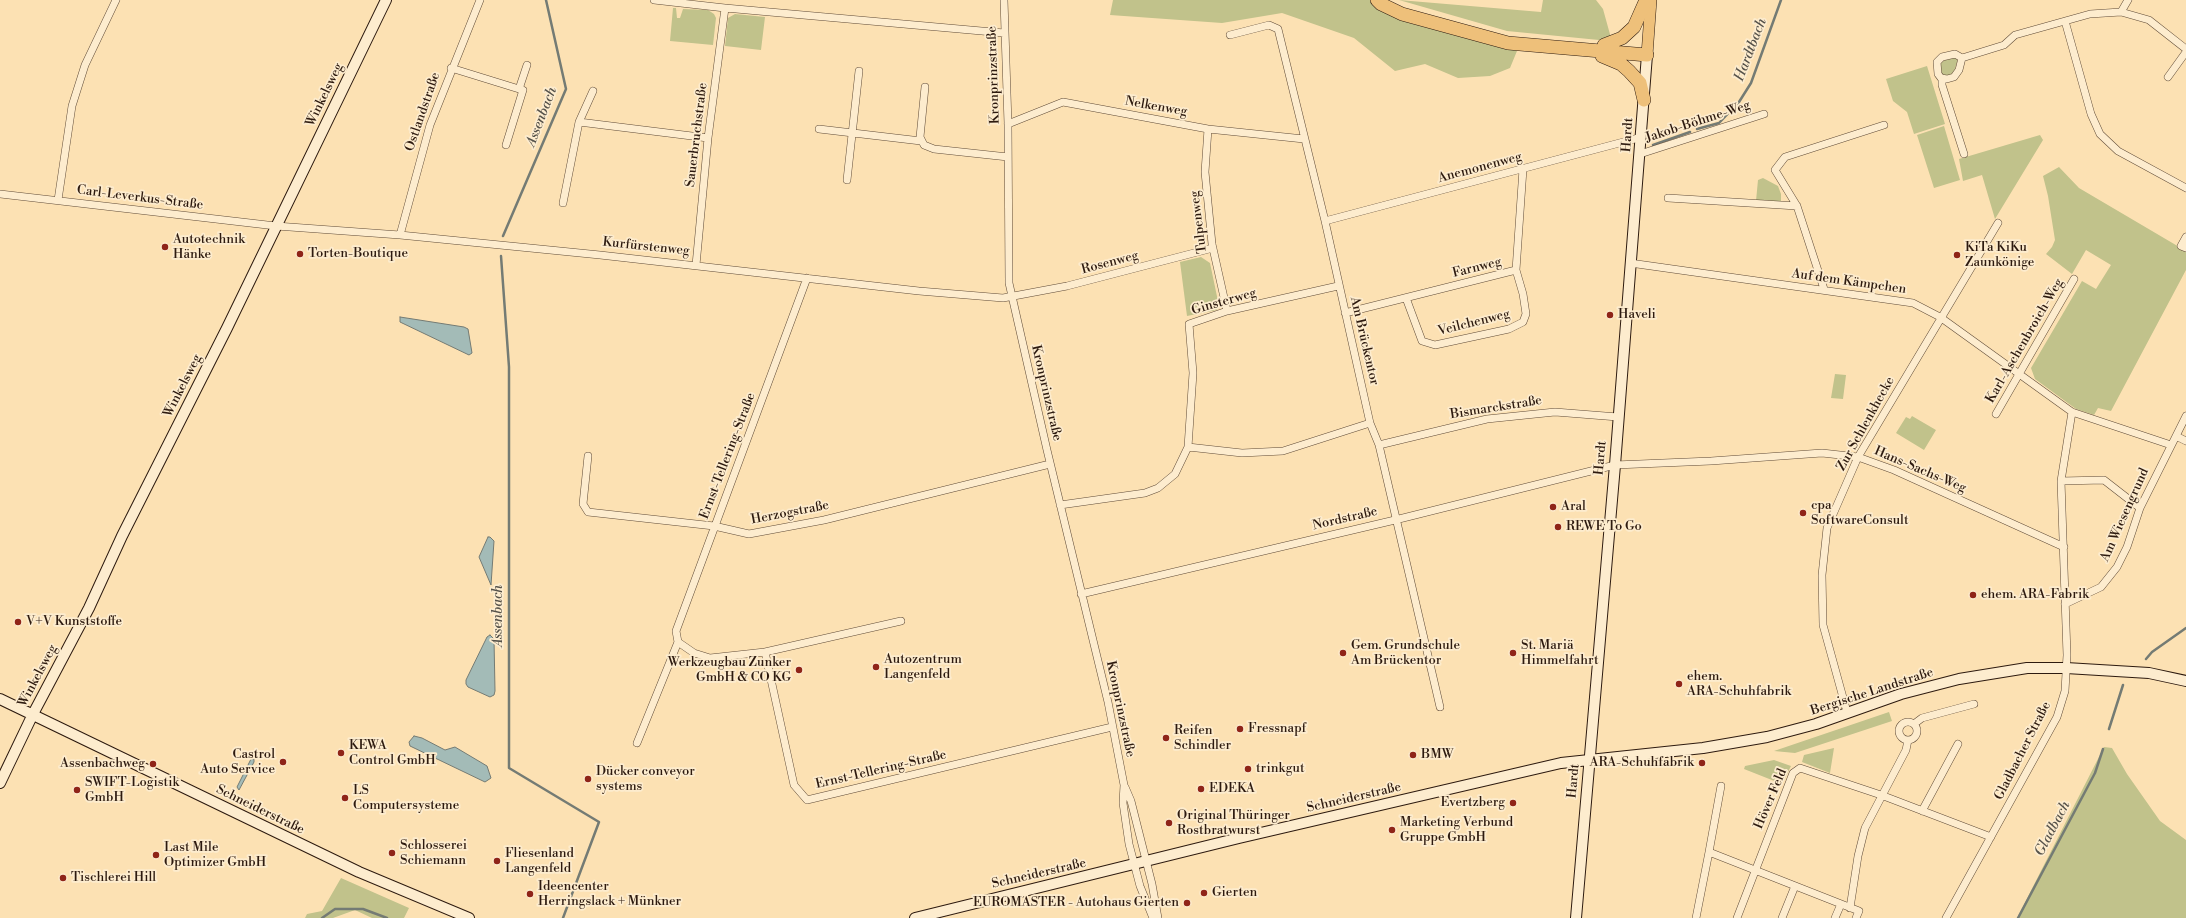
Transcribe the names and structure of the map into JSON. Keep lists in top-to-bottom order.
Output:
{
  "streets": {
    "main road": [
      "Winkelsweg",
      "Hardt",
      "Bergische Landstraße",
      "Schneiderstraße"
    ],
    "street": [
      "Kronprinzstraße",
      "Nelkenweg",
      "Ostlandstraße",
      "Jakob-Böhme-Weg",
      "Sauerbruchstraße",
      "Anemonenweg",
      "Carl-Leverkus-Straße",
      "Tulpenweg",
      "Kurfürstenweg",
      "Rosenweg",
      "Farnweg",
      "Auf dem Kämpchen",
      "Ginsterweg",
      "Veilchenweg",
      "Am Brückentor",
      "Karl-Aschenbroich-Weg",
      "Bismarckstraße",
      "Zur Schlenkhecke",
      "Ernst-Tellering-Straße",
      "Hans-Sachs-Weg",
      "Herzogstraße",
      "Am Wiesengrund",
      "Nordstraße",
      "Gladbacher Straße",
      "Höver Feld"
    ]
  },
  "crossings": [
    ["Kronprinzstraße", "Nelkenweg"],
    ["Kronprinzstraße", "Kurfürstenweg"],
    ["Kronprinzstraße", "Rosenweg"],
    ["Kronprinzstraße", "Ernst-Tellering-Straße"],
    ["Kronprinzstraße", "Herzogstraße"],
    ["Kronprinzstraße", "Nordstraße"],
    ["Kronprinzstraße", "Schneiderstraße"],
    ["Winkelsweg", "Carl-Leverkus-Straße"],
    ["Winkelsweg", "Kurfürstenweg"],
    ["Winkelsweg", "Schneiderstraße"],
    ["Nelkenweg", "Tulpenweg"],
    ["Nelkenweg", "Am Brückentor"],
    ["Ostlandstraße", "Kurfürstenweg"],
    ["Jakob-Böhme-Weg", "Hardt"],
    ["Sauerbruchstraße", "Kurfürstenweg"],
    ["Hardt", "Anemonenweg"],
    ["Hardt", "Auf dem Kämpchen"],
    ["Hardt", "Bismarckstraße"],
    ["Hardt", "Hans-Sachs-Weg"],
    ["Hardt", "Nordstraße"],
    ["Hardt", "Bergische Landstraße"],
    ["Hardt", "Schneiderstraße"],
    ["Anemonenweg", "Farnweg"],
    ["Anemonenweg", "Am Brückentor"],
    ["Carl-Leverkus-Straße", "Kurfürstenweg"],
    ["Tulpenweg", "Rosenweg"],
    ["Tulpenweg", "Ginsterweg"],
    ["Kurfürstenweg", "Rosenweg"],
    ["Kurfürstenweg", "Ernst-Tellering-Straße"],
    ["Farnweg", "Veilchenweg"],
    ["Farnweg", "Am Brückentor"],
    ["Auf dem Kämpchen", "Karl-Aschenbroich-Weg"],
    ["Auf dem Kämpchen", "Zur Schlenkhecke"],
    ["Auf dem Kämpchen", "Am Wiesengrund"],
    ["Auf dem Kämpchen", "Gladbacher Straße"],
    ["Ginsterweg", "Am Brückentor"],
    ["Am Brückentor", "Bismarckstraße"],
    ["Am Brückentor", "Nordstraße"],
    ["Zur Schlenkhecke", "Hans-Sachs-Weg"],
    ["Zur Schlenkhecke", "Bergische Landstraße"],
    ["Ernst-Tellering-Straße", "Herzogstraße"],
    ["Hans-Sachs-Weg", "Nordstraße"],
    ["Hans-Sachs-Weg", "Gladbacher Straße"],
    ["Am Wiesengrund", "Gladbacher Straße"],
    ["Bergische Landstraße", "Gladbacher Straße"],
    ["Bergische Landstraße", "Schneiderstraße"]
  ],
  "water": ["Hardtbach", "Assenbach", "Gladbach"],
  "places": [
    "Autotechnik Hänke",
    "Torten-Boutique",
    "KiTa KiKu Zaunkönige",
    "Haveli",
    "Aral",
    "cpa SoftwareConsult",
    "REWE To Go",
    "ehem. ARA-Fabrik",
    "V+V Kunststoffe",
    "Gem. Grundschule Am Brückentor",
    "St. Mariä Himmelfahrt",
    "Autozentrum Langenfeld",
    "Werkzeugbau Zunker GmbH & CO KG",
    "ehem. ARA-Schuhfabrik",
    "Fressnapf",
    "Reifen Schindler",
    "KEWA Control GmbH",
    "BMW",
    "Castrol Auto Service",
    "ARA-Schuhfabrik",
    "Assenbachweg",
    "trinkgut",
    "Dücker conveyor systems",
    "EDEKA",
    "SWIFT-Logistik GmbH",
    "LS Computersysteme",
    "Evertzberg",
    "Original Thüringer Rostbratwurst",
    "Marketing Verbund Gruppe GmbH",
    "Schlosserei Schiemann",
    "Last Mile Optimizer GmbH",
    "Fliesenland Langenfeld",
    "Tischlerei Hill",
    "Gierten",
    "Ideencenter Herringslack + Münkner",
    "EUROMASTER - Autohaus Gierten"
  ]
}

Task to carry out: Check each line above for the word "Anemonenweg", and copy the lines where it appears.

Result of this task:
      "Anemonenweg",
    ["Hardt", "Anemonenweg"],
    ["Anemonenweg", "Farnweg"],
    ["Anemonenweg", "Am Brückentor"],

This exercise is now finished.